Mr. New’s letter to the editor on March 7 contains several inaccurate statements regarding environmental damage from ethanol production. I hope to attempt to share the facts with the readers.

Ethanol production does utilize ground water in the production process. Most ethanol plants use 2-3 gallons of water to make one gallon of ethanol. The water is then recycled.

Let’s put this into perspective though. Relative to other processes, water usage for ethanol production is low. The EPA states it takes 1,851 gallons of water to refine one barrel of crude oil, 97 gallons to produce one gallon of gasoline, 518 gallons to produce one car tire, and 2.6 gallons to produce one sheet of paper.

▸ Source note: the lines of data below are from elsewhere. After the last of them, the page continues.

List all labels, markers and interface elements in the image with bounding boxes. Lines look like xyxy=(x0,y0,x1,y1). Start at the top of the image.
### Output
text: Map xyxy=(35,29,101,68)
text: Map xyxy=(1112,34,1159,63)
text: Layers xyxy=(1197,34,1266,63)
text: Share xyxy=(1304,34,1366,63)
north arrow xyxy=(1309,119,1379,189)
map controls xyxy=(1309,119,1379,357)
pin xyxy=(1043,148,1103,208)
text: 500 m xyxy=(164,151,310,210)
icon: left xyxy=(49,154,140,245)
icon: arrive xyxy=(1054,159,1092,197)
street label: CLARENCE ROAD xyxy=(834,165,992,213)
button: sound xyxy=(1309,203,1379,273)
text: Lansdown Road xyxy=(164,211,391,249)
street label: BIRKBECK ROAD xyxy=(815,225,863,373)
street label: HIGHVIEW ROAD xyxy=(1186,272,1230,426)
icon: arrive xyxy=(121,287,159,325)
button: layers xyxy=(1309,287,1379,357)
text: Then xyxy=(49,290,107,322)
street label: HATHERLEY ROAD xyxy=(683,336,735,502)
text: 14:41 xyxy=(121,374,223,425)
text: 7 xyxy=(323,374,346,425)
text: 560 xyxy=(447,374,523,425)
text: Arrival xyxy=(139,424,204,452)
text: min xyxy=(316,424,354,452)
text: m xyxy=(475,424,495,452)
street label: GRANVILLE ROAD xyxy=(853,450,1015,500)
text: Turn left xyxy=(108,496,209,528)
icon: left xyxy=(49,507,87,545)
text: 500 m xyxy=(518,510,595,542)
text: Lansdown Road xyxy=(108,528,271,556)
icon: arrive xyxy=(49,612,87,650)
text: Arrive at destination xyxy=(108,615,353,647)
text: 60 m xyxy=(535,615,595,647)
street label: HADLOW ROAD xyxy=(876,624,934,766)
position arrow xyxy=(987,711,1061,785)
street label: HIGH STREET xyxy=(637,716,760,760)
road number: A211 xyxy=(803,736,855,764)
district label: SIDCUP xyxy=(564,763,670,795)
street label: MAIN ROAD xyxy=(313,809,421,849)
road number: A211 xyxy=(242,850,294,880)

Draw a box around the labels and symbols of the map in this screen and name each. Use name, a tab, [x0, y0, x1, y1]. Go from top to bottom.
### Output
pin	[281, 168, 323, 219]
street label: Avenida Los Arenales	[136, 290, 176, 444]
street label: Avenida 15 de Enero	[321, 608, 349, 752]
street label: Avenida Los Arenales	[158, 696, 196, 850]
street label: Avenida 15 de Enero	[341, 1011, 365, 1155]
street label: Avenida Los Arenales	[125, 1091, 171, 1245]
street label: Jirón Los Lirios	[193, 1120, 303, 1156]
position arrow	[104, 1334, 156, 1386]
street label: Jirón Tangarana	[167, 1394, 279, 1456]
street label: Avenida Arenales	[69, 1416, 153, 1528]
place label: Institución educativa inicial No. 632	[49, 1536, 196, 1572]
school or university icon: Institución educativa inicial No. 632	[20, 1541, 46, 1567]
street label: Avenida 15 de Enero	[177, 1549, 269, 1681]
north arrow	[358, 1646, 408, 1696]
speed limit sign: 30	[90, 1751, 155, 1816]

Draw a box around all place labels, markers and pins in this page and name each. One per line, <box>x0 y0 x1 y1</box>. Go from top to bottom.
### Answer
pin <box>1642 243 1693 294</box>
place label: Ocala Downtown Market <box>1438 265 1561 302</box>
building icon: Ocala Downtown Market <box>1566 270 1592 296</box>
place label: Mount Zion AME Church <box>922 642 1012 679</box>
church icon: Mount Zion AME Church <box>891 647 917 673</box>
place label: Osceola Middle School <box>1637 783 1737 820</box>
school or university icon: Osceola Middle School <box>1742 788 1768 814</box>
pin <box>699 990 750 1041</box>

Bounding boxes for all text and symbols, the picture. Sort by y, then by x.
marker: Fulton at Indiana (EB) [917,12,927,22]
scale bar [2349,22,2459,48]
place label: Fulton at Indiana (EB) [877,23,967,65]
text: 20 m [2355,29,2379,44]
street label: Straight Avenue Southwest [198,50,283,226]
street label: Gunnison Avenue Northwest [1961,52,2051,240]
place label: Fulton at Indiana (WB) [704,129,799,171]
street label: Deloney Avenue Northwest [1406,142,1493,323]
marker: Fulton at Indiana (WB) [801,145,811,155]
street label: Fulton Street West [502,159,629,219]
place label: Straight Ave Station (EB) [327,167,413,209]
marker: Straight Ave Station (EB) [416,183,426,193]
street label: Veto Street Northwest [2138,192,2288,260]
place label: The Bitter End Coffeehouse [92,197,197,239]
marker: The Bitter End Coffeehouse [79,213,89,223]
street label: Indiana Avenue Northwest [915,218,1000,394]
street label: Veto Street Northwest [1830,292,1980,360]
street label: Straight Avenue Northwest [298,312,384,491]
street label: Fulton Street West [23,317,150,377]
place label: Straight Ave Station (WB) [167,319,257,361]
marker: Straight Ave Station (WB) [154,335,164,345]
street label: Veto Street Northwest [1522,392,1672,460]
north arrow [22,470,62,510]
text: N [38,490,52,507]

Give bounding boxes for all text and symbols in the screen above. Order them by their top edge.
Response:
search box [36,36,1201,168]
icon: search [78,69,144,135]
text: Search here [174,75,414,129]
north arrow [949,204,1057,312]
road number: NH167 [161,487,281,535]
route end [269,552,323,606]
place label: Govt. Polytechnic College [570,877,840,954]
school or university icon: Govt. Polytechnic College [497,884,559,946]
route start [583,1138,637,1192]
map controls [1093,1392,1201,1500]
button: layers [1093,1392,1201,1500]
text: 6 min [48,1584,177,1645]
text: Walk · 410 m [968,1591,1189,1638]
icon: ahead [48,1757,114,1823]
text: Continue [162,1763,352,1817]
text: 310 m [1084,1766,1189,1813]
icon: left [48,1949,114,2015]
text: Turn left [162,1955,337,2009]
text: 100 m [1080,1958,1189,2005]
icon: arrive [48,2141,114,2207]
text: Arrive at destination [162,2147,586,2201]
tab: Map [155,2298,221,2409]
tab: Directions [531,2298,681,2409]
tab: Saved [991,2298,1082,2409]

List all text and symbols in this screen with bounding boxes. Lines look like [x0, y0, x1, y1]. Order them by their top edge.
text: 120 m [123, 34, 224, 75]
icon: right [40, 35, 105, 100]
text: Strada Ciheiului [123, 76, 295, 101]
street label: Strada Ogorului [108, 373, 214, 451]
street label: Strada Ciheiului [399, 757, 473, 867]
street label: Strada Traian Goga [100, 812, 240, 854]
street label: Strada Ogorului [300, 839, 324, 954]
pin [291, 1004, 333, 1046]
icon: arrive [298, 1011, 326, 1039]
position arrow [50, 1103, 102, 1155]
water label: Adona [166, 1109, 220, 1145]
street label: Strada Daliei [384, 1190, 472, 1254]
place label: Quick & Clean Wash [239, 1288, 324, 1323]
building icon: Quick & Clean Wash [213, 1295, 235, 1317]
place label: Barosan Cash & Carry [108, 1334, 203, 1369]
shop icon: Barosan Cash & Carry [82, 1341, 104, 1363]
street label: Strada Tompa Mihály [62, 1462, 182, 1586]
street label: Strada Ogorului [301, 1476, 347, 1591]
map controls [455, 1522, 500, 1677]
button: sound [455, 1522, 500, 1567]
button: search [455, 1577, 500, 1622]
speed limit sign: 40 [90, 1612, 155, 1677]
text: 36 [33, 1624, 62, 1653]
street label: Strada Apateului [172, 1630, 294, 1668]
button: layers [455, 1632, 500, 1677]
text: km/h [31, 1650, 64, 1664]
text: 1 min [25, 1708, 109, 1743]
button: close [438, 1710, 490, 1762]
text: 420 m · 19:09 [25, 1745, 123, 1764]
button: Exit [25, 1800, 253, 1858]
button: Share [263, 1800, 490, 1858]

As for land use impact due to ethanol production, here are the facts:

Thanks to advances in technology, corn farmers have consistently increased crop yields. Today our farmers grow five times as much corn as in the 1930s on 20 percent less land. Average corn yields have increased from 91 bushels per acre in 1980 to 157 bushels per acre in 2013. Similarly, ethanol yields have increased from 2.4 gallons to 2.81 gallons per bushel.

Today farmers plant 2-3 percent fewer acres for crops like corn, soybeans, wheat and cotton than they did in the 1990s. How could Mr. New argue that farmers are converting wetlands and filtration buffer areas into corn production when cropland is actually shrinking? Furthermore, native grasslands, wetlands, and other sensitive lands are protected by certain Farm Bill conservation programs.

The truth remains, American farmers and ethanol plants continue to do more with less each year, opposite of the oil industry. Please consider this the next time you read a negative article about American farming and ethanol production.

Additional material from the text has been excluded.